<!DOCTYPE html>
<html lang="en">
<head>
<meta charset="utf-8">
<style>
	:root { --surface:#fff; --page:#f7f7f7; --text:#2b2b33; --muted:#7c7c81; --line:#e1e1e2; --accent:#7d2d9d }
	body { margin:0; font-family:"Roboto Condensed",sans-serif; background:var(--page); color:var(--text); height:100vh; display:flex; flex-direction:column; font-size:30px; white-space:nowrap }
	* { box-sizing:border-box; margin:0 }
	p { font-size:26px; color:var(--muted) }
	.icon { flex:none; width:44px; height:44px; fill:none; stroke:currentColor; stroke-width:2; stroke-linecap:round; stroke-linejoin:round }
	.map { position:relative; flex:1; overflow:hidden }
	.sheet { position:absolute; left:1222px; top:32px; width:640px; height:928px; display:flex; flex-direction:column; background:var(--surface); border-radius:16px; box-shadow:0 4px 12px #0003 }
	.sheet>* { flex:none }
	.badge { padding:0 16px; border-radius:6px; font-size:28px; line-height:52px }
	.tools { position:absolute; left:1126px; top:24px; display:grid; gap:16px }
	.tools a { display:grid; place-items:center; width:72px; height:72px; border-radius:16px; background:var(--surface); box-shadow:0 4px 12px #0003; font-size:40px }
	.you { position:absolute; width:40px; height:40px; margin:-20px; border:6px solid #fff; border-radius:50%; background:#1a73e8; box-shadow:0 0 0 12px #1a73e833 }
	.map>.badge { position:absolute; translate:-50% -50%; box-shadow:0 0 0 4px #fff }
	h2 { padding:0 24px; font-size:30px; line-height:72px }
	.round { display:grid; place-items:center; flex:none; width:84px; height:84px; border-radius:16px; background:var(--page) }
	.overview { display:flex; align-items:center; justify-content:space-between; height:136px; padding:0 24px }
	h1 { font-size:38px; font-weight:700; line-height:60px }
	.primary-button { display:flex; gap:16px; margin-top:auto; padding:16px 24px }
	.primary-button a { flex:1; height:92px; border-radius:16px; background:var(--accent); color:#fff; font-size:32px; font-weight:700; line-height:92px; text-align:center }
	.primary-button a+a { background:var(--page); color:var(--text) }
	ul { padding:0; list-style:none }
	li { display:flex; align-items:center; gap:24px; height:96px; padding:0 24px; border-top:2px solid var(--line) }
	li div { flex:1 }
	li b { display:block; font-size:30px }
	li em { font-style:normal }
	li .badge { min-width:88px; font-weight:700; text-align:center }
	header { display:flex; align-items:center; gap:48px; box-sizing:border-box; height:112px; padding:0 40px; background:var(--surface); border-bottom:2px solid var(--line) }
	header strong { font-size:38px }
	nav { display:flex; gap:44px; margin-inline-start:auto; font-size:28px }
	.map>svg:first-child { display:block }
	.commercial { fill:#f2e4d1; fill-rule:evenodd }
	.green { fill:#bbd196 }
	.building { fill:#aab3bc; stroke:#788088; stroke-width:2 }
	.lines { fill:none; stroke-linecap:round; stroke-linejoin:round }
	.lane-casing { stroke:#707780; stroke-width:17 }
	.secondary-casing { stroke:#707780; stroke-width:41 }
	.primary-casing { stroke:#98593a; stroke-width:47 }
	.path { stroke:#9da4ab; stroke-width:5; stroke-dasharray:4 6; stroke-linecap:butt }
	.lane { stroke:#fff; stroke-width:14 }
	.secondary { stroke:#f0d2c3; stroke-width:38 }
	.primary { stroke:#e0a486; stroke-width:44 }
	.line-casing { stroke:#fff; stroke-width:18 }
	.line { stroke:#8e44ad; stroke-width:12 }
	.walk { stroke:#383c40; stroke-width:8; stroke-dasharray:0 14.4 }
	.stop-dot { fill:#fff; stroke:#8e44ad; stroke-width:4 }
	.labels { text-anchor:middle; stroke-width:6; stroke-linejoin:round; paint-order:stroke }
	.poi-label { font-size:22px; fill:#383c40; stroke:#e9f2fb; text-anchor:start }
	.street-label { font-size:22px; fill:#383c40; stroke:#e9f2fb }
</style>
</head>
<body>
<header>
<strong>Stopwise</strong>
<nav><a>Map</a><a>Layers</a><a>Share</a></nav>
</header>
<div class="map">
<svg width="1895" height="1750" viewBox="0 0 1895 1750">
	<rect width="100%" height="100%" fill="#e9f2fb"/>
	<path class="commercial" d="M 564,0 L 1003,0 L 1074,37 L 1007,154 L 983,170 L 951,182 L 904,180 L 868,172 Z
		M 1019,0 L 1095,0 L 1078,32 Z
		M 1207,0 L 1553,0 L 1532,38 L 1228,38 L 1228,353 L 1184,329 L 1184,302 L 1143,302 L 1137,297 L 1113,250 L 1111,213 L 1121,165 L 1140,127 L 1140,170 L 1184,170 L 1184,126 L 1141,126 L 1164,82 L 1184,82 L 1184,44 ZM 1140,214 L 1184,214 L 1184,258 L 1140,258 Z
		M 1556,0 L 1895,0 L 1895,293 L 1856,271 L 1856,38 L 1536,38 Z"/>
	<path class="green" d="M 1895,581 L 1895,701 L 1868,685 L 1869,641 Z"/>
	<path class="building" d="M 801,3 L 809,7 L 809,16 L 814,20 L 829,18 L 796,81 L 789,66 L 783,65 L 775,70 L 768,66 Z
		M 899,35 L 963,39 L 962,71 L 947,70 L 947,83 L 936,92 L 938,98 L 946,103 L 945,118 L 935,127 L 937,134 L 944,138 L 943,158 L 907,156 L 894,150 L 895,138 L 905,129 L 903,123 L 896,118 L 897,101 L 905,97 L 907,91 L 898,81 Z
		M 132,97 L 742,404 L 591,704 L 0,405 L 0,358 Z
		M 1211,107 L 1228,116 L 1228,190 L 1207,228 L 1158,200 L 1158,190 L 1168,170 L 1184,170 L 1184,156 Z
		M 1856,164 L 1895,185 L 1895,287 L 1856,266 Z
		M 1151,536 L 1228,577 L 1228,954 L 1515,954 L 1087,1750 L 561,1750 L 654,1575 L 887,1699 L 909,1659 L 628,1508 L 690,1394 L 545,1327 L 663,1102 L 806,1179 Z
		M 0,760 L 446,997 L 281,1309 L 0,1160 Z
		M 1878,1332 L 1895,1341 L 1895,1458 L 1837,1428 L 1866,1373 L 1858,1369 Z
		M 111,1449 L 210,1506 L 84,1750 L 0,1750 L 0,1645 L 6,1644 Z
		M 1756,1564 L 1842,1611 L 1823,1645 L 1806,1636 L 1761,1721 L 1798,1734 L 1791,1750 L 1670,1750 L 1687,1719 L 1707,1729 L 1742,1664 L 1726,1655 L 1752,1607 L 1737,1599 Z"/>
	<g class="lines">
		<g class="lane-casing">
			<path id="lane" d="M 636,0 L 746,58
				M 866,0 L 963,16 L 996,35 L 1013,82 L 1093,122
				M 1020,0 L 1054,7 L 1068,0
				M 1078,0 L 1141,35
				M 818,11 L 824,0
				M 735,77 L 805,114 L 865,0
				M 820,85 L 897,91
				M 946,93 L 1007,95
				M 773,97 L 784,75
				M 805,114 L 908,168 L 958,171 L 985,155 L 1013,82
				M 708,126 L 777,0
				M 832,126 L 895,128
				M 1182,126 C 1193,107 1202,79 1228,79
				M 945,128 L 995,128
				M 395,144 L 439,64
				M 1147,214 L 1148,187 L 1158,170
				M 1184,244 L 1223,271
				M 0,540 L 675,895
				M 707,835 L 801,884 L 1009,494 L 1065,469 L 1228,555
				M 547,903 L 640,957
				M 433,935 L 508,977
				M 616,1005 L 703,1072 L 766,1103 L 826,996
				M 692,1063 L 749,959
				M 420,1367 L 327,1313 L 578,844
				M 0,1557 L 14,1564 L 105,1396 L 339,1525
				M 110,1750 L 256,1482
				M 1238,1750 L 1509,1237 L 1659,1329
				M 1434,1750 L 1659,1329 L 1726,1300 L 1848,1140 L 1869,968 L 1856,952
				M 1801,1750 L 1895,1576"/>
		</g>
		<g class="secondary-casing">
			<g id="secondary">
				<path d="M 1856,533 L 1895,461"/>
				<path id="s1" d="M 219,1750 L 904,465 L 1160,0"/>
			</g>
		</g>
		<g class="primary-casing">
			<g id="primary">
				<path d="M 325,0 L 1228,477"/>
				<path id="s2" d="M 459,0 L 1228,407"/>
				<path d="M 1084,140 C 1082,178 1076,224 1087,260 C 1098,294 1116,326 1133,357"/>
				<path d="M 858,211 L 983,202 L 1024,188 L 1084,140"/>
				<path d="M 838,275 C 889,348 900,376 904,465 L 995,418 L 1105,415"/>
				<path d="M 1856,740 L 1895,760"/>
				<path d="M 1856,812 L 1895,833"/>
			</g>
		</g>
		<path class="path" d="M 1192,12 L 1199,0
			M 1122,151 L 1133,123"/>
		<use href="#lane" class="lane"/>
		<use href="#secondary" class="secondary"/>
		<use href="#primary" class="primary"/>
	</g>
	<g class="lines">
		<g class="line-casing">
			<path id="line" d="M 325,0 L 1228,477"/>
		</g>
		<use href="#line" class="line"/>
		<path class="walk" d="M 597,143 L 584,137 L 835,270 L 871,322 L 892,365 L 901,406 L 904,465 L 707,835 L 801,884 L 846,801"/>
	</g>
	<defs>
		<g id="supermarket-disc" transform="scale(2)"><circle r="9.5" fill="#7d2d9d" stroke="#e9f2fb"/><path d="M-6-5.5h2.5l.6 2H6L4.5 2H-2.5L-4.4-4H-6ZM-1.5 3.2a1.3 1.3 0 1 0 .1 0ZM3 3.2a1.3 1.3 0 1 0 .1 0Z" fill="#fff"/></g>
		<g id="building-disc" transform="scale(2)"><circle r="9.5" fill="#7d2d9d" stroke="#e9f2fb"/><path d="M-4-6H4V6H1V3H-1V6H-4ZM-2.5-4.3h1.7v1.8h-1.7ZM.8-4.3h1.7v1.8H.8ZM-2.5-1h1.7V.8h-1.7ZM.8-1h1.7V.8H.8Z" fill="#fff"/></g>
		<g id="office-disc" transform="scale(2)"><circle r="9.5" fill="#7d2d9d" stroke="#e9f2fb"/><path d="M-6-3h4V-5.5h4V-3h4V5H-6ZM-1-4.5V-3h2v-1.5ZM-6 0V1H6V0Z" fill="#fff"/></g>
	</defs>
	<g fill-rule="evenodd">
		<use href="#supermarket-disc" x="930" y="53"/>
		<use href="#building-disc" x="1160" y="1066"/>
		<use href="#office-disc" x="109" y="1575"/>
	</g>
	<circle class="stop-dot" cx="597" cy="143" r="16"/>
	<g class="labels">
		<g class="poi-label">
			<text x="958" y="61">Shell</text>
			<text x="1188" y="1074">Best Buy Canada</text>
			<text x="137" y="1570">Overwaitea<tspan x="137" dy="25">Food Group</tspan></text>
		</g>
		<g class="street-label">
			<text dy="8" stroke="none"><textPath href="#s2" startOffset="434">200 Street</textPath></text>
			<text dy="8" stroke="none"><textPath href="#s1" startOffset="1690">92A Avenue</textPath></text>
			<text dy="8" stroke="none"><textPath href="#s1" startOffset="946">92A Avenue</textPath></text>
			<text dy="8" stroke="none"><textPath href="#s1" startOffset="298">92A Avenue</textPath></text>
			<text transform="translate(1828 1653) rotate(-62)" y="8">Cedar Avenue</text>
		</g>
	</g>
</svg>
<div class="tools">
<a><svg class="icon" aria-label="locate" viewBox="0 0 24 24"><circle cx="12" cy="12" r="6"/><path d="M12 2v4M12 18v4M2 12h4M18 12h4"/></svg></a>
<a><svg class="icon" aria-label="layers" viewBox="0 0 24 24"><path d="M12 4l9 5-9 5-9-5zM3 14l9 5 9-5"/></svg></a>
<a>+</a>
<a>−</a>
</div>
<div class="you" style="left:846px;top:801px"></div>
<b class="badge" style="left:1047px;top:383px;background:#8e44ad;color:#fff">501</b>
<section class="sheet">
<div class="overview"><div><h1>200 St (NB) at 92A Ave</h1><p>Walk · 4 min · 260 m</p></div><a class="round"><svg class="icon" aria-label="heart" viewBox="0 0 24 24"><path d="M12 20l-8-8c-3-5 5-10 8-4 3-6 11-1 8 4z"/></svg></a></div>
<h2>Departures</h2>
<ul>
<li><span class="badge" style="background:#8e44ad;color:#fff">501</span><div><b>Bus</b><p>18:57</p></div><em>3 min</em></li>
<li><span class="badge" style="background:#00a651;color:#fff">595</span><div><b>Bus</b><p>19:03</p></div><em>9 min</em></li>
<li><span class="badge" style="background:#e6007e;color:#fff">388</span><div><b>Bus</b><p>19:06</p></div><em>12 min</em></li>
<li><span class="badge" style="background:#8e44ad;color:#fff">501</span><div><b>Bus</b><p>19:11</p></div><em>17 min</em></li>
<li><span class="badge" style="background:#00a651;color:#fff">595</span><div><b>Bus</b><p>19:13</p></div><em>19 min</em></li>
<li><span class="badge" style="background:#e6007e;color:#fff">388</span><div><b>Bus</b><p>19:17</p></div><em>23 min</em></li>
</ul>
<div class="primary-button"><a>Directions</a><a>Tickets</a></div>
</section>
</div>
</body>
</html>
==*==
Take exactly the lines from the one containing "<strong>Stopwise</strong>" through the one containing "M 132,97 L 742,404" in the data above, and output them with nothing added.

<strong>Stopwise</strong>
<nav><a>Map</a><a>Layers</a><a>Share</a></nav>
</header>
<div class="map">
<svg width="1895" height="1750" viewBox="0 0 1895 1750">
	<rect width="100%" height="100%" fill="#e9f2fb"/>
	<path class="commercial" d="M 564,0 L 1003,0 L 1074,37 L 1007,154 L 983,170 L 951,182 L 904,180 L 868,172 Z
		M 1019,0 L 1095,0 L 1078,32 Z
		M 1207,0 L 1553,0 L 1532,38 L 1228,38 L 1228,353 L 1184,329 L 1184,302 L 1143,302 L 1137,297 L 1113,250 L 1111,213 L 1121,165 L 1140,127 L 1140,170 L 1184,170 L 1184,126 L 1141,126 L 1164,82 L 1184,82 L 1184,44 ZM 1140,214 L 1184,214 L 1184,258 L 1140,258 Z
		M 1556,0 L 1895,0 L 1895,293 L 1856,271 L 1856,38 L 1536,38 Z"/>
	<path class="green" d="M 1895,581 L 1895,701 L 1868,685 L 1869,641 Z"/>
	<path class="building" d="M 801,3 L 809,7 L 809,16 L 814,20 L 829,18 L 796,81 L 789,66 L 783,65 L 775,70 L 768,66 Z
		M 899,35 L 963,39 L 962,71 L 947,70 L 947,83 L 936,92 L 938,98 L 946,103 L 945,118 L 935,127 L 937,134 L 944,138 L 943,158 L 907,156 L 894,150 L 895,138 L 905,129 L 903,123 L 896,118 L 897,101 L 905,97 L 907,91 L 898,81 Z
		M 132,97 L 742,404 L 591,704 L 0,405 L 0,358 Z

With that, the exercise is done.